• **ABOUT THIS TASK**
Where does the word "Квартира" show up in the records? Copy every line that holds it.

Saved entries:
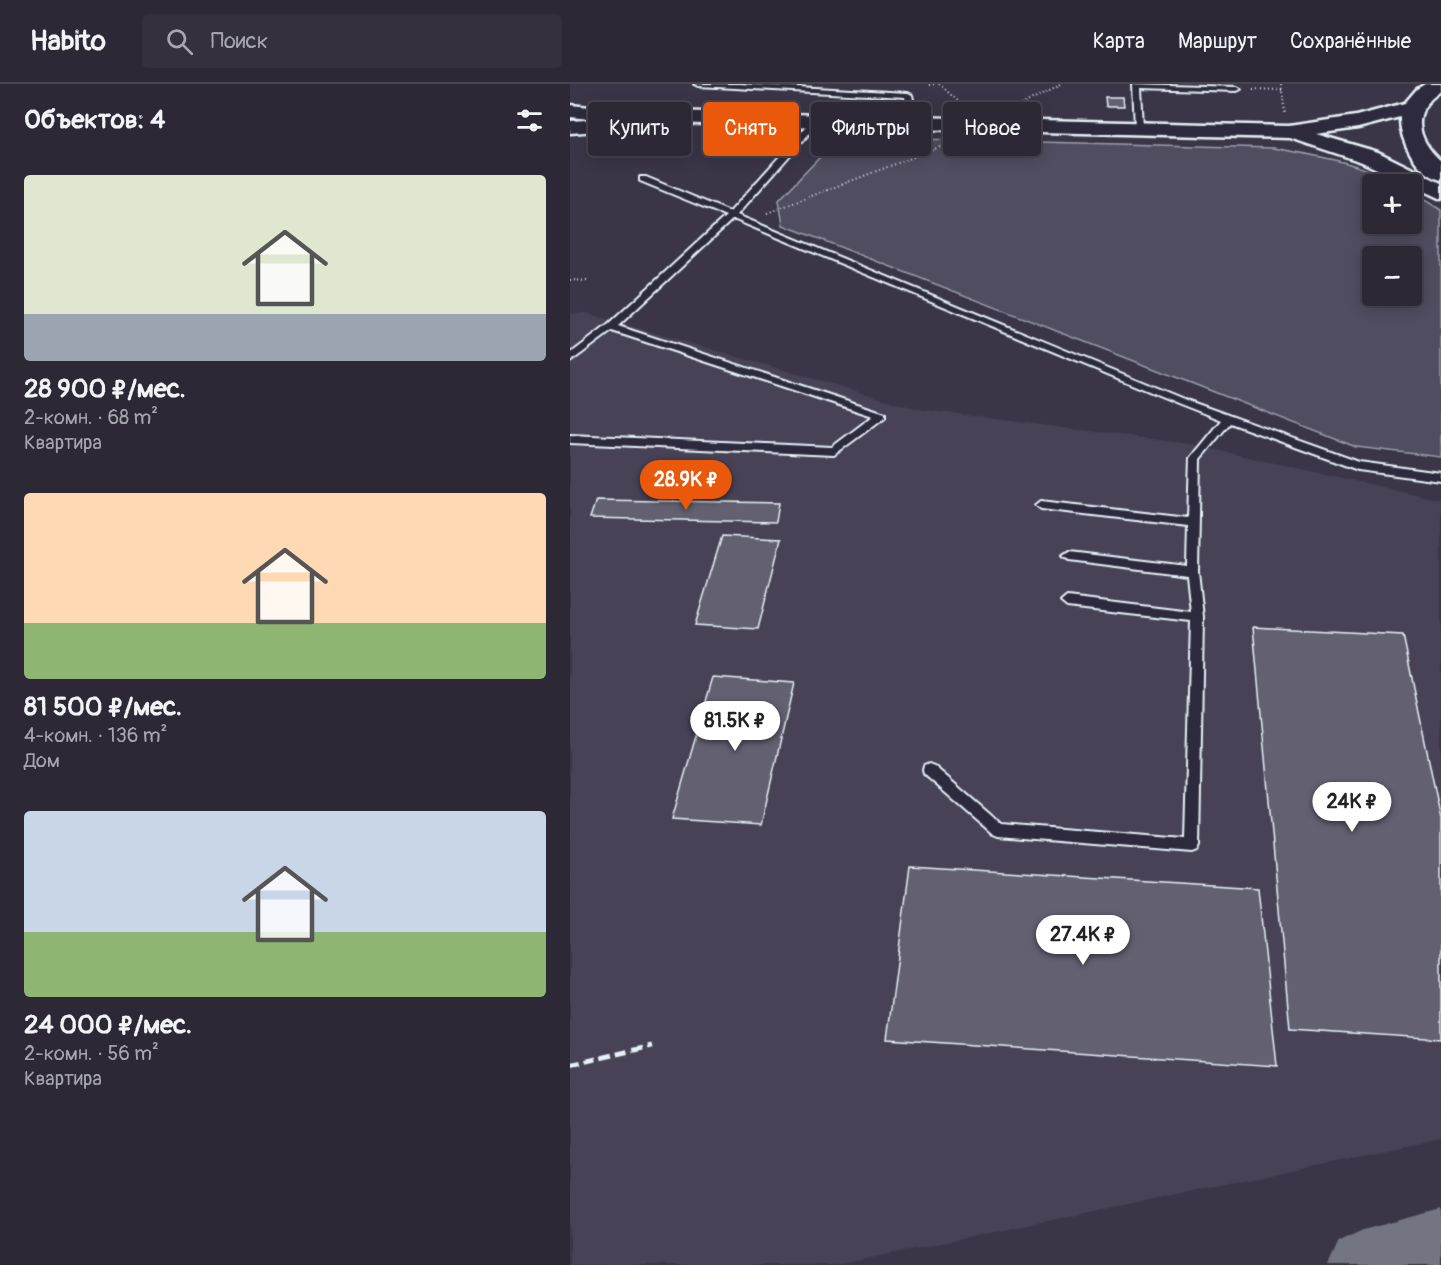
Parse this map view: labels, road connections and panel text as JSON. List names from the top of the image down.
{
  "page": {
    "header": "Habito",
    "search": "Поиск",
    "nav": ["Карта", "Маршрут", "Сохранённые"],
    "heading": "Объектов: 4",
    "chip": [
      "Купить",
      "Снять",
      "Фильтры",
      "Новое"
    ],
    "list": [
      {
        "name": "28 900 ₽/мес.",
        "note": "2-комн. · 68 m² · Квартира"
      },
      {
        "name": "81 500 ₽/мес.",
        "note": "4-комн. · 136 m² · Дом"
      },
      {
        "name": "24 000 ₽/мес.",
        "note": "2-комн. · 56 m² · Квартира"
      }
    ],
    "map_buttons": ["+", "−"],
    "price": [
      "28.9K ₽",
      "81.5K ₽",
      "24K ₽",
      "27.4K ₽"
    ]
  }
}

• **RESULT**
        "note": "2-комн. · 68 m² · Квартира"
        "note": "2-комн. · 56 m² · Квартира"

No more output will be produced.